I trusted my kids and I trusted God but I tend to unnecessarily worry that some individual might try to hurt or take advantage of my children because I have PTSD.  In the entire five years my oldest sons attended their Catholic high school, there were only two incidents that inflamed my illness.  One time, a fellow student disclosed that he was bisexual to my son.  It bothered me that he was revealing this information.  I'm glad my son told me about it.  I was able to warn him that he may be looking for a friend that is too close for comfort.  He knew the right thing to do and steered clear of danger.  My other son and a friend were cornered walking home from school one day.  The strangers were going to jump them and take their wallets.  The friend got away and threatened the strangers with a call to the police on his cell.  They panicked and ran away.  The Lord was with them that day too.  The rest of the time at this wonderful school helped propell them into manhood and blessed them with wholesome academics and awesome friends.  In fact, we were on cloud nine when my oldest was the Salutatorian.  Homeschooling all those years (up until ninth grade) were very good for them.
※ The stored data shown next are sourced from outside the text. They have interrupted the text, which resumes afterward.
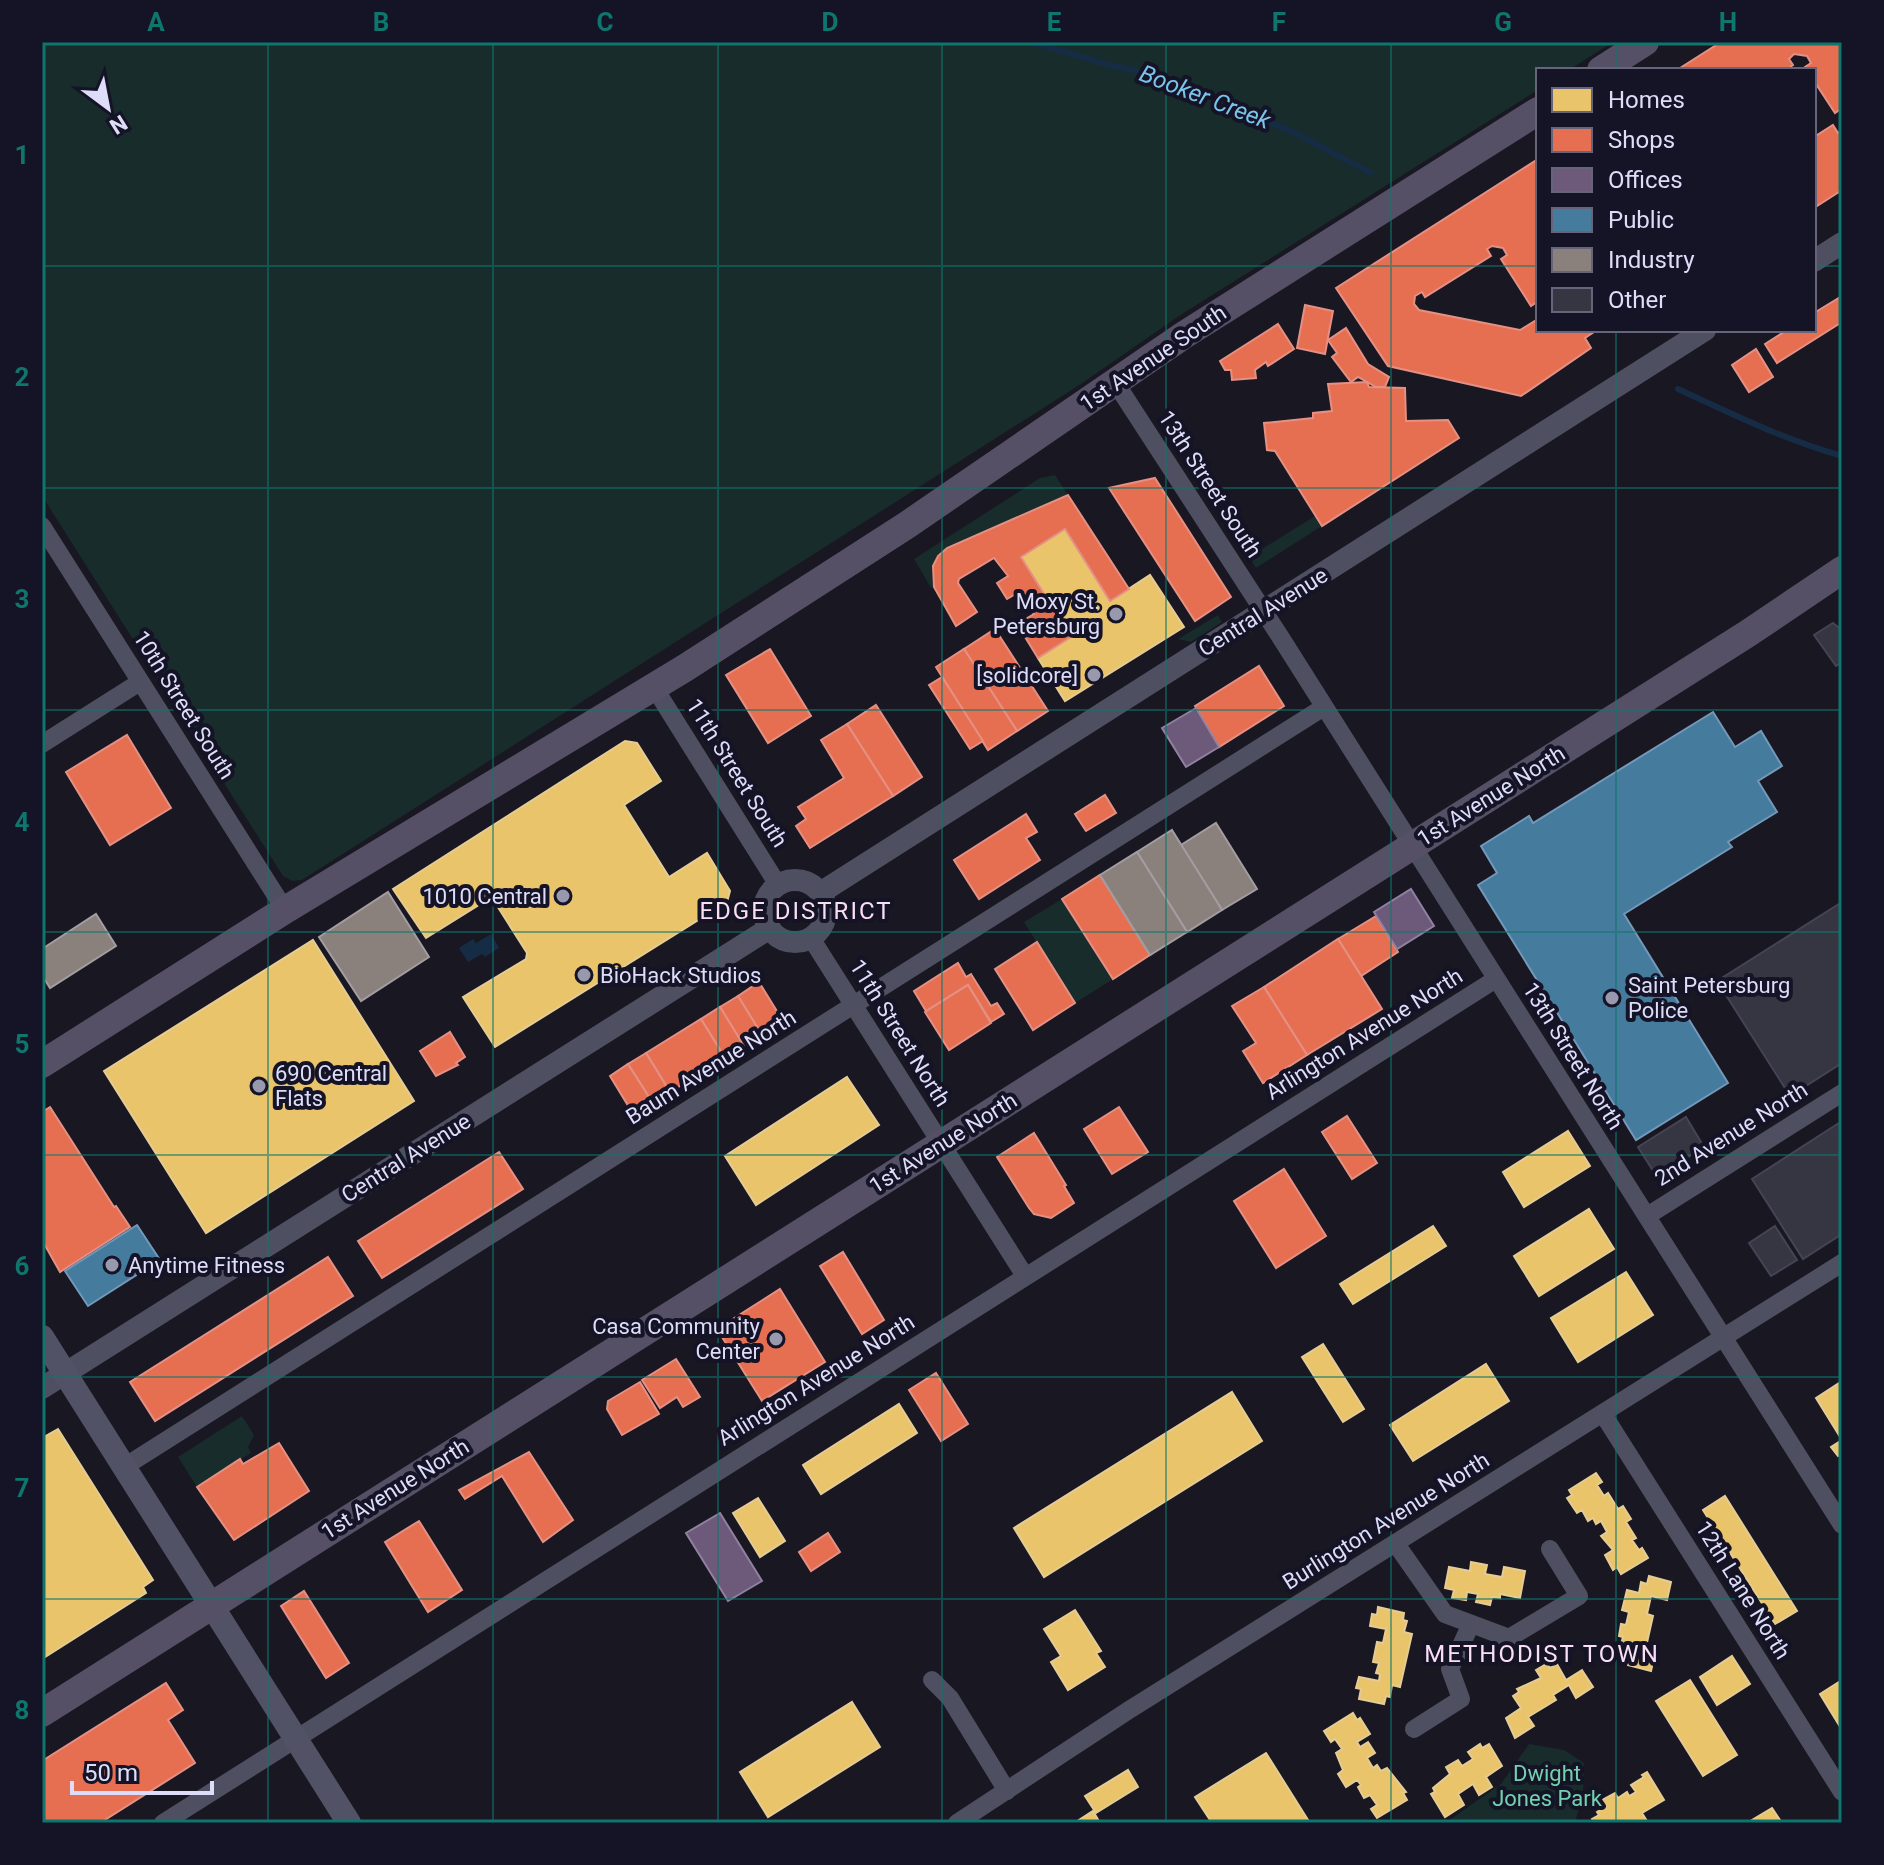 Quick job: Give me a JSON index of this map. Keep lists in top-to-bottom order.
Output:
{
  "streets": {
    "main road": ["1st Avenue South", "1st Avenue North"],
    "street": [
      "13th Street South",
      "Central Avenue",
      "10th Street South",
      "11th Street South",
      "11th Street North",
      "Arlington Avenue North",
      "13th Street North",
      "Baum Avenue North",
      "2nd Avenue North",
      "Burlington Avenue North",
      "12th Lane North"
    ]
  },
  "crossings": [
    ["1st Avenue South", "13th Street South"],
    ["1st Avenue South", "10th Street South"],
    ["1st Avenue South", "11th Street South"],
    ["13th Street South", "Central Avenue"],
    ["13th Street South", "13th Street North"],
    ["Central Avenue", "11th Street South"],
    ["Central Avenue", "11th Street North"],
    ["Central Avenue", "13th Street North"],
    ["11th Street South", "11th Street North"],
    ["1st Avenue North", "11th Street North"],
    ["1st Avenue North", "13th Street North"],
    ["11th Street North", "Arlington Avenue North"],
    ["11th Street North", "Baum Avenue North"],
    ["Arlington Avenue North", "13th Street North"],
    ["13th Street North", "Baum Avenue North"],
    ["13th Street North", "2nd Avenue North"],
    ["13th Street North", "Burlington Avenue North"],
    ["Burlington Avenue North", "12th Lane North"]
  ],
  "districts": ["EDGE DISTRICT", "METHODIST TOWN"],
  "water": ["Booker Creek"],
  "parks": ["Dwight Jones Park"],
  "places": [
    "Moxy St. Petersburg",
    "[solidcore]",
    "1010 Central",
    "BioHack Studios",
    "Saint Petersburg Police",
    "690 Central Flats",
    "Anytime Fitness",
    "Casa Community Center"
  ],
  "legend": [
    "Homes",
    "Shops",
    "Offices",
    "Public",
    "Industry",
    "Other"
  ],
  "scale_bar": "50 m",
  "north": "bottom right",
  "grid": {
    "columns": [
      "A",
      "B",
      "C",
      "D",
      "E",
      "F",
      "G",
      "H"
    ],
    "rows": [
      "1",
      "2",
      "3",
      "4",
      "5",
      "6",
      "7",
      "8"
    ]
  }
} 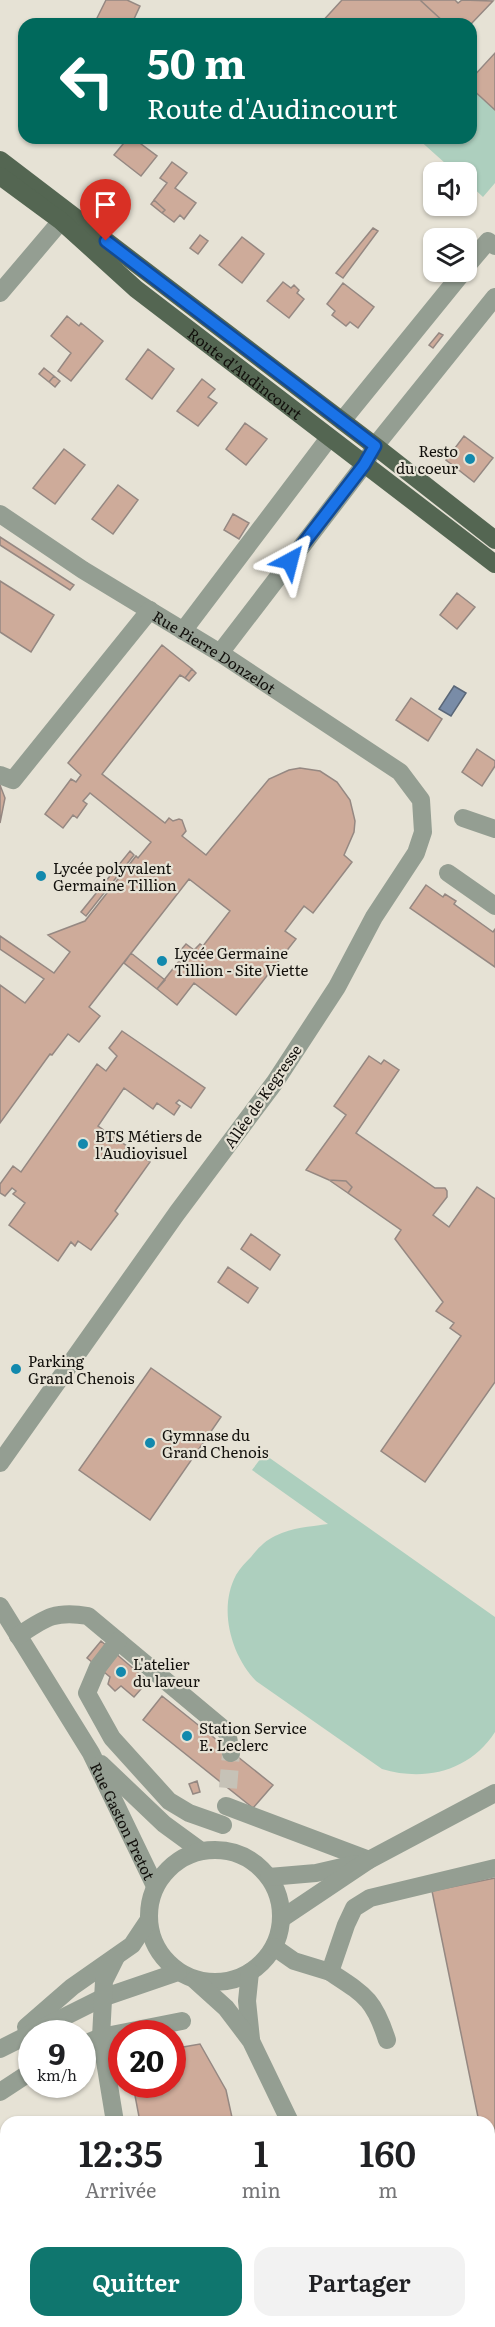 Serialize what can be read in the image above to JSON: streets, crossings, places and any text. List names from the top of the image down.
{
  "streets": {
    "main road": ["Route d'Audincourt"],
    "street": ["Rue Pierre Donzelot", "Allée de Kegresse", "Rue Gaston Pretot"]
  },
  "crossings": [
    ["Rue Pierre Donzelot", "Allée de Kegresse"]
  ],
  "places": [
    "Resto du coeur",
    "Lycée polyvalent Germaine Tillion",
    "Lycée Germaine Tillion - Site Viette",
    "BTS Métiers de l'Audiovisuel",
    "Parking Grand Chenois",
    "Gymnase du Grand Chenois",
    "L'atelier du laveur",
    "Station Service E. Leclerc"
  ],
  "page": {
    "turn": ["50 m", "Route d'Audincourt"],
    "speed": "9 km/h",
    "limit": "20",
    "eta": [
      "12:35",
      "Arrivée",
      "1",
      "min",
      "160",
      "m"
    ],
    "buttons": ["Quitter", "Partager"]
  }
} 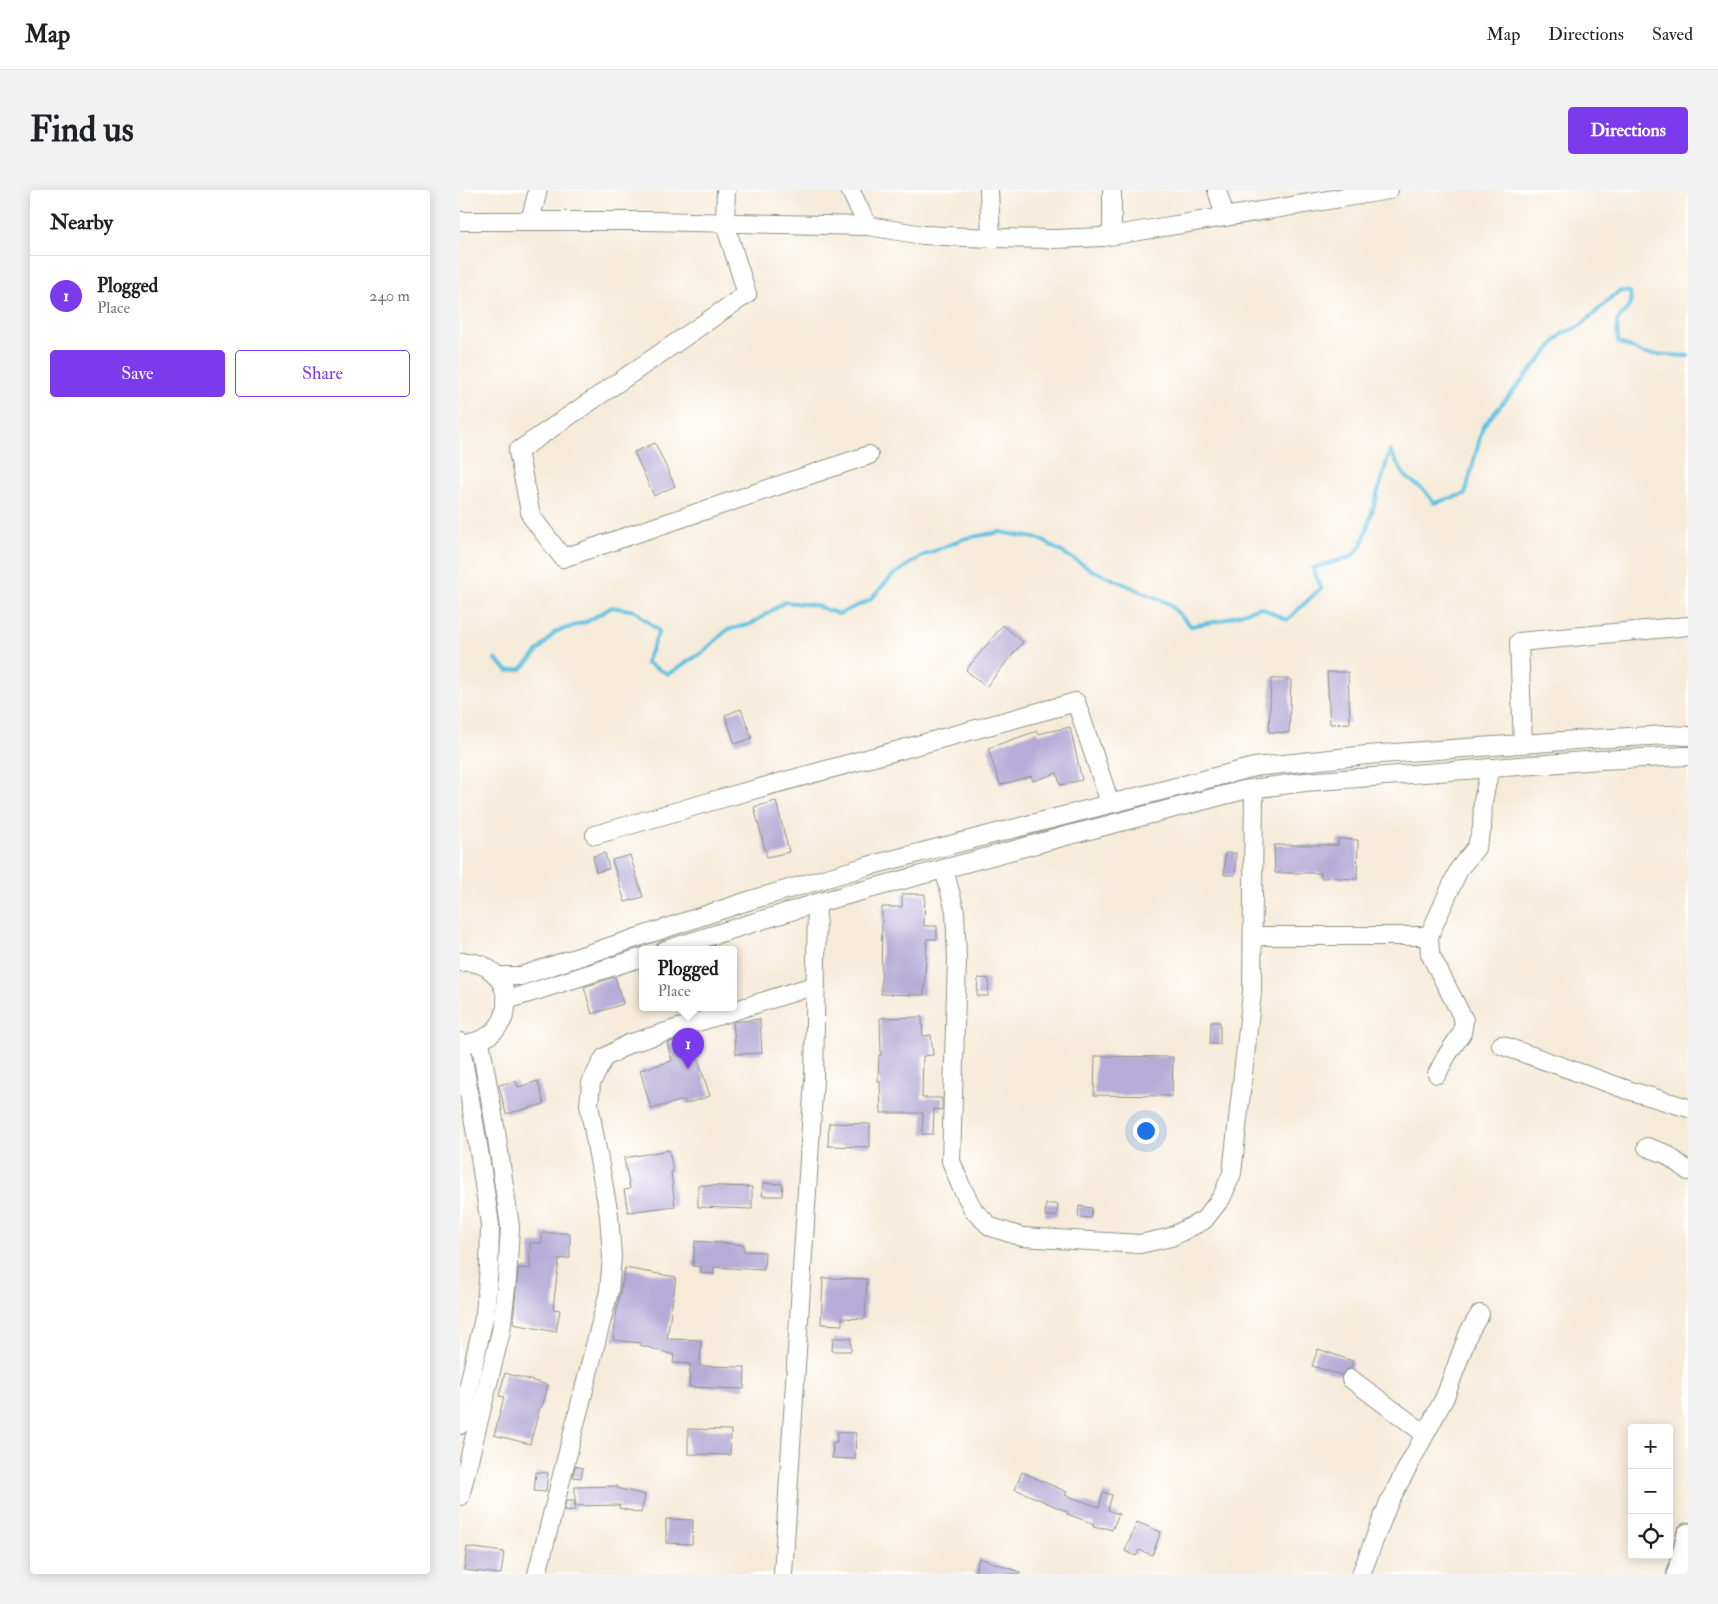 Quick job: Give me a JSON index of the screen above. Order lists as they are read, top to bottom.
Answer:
{
  "page": {
    "header": "Map",
    "nav": ["Map", "Directions", "Saved"],
    "buttons": [
      "Directions",
      ["Save", "Share"]
    ],
    "title": "Find us",
    "heading": "Nearby",
    "list": [
      {
        "mark": "1",
        "name": "Plogged",
        "note": "Place",
        "value": "240 m"
      }
    ],
    "popup": ["Plogged", "Place"],
    "pins": "1",
    "map_buttons": ["+", "−"]
  }
}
Rachael spoke of the Bible story of Hannah and Samuel when she took seriously her promise to fulfill her vow with God by presenting him to Eli to be raised for the Lord.  It was never about Hannah.  As a mother, I've had to remind myself that 'it isn't about me.'  While I was busy with three younger children at home, my husband was the one involved with most of my older sons activities and schedules.  It is almost as if we were going in separate directions.  We were sacrificing for them though.  I had to understand that I would have less interaction and conversations with my older sons and less involvement in community and outside activities because the school was an hour away.  This was difficult to accept but in the end...was well worth any bit of pain I endured.  My older sons have showed me that faith and family were still priorities in their busier lives.  It just took time to fully be revealed to me.  I had to trust my husband who took my older sons under his wings now.

One of my favorite quotes in this chapter is, "These parents valued Christ-like character over mere head knowledge, recognizing that high standardized scores without character and integrity are largely worthless."  This is so important.  In the early years, we were blessed with the time and opportunity to get into many deep discussions about life with our children.  As they grow, our children were discussing life less and finances and schedules more while my husband and I became first hand witnesses to their strong Christian virtues.  We couldn't have been more pleased.  So you want to be observant of what your older children show you, especially in the friends they choose and if they still ask permission while they are living under your roof.  Do they still join you for family prayer when they are home and do they continue to honor the sabbath?  Therefore, be aware of changes in discussions and developments in witnessing righteous actions.

Rachael gives good advice when she says, "you have entered an intense battle zone -- the front lines you might say" when your kids are released to the world.  If your children have the Lord at the center of their lives, they'll be able to withstand an attack from the enemy.  My sons experienced a difficult situation where they were accused of something that they had no part in.  Just like the Lord, they were silent in their persecution but were unable to argue there innocense because of the power of their accusers.  It was the hardest thing I've ever experienced.  Nevertheless, the following year proof of their innocense was revealed and they were rightly compensated.  It is a crazy world and there are many that target virtuous Christians, mainly out of jealousy.  So beware.

In all things, keep that eternal perspective and the Lord will continue to bless your efforts.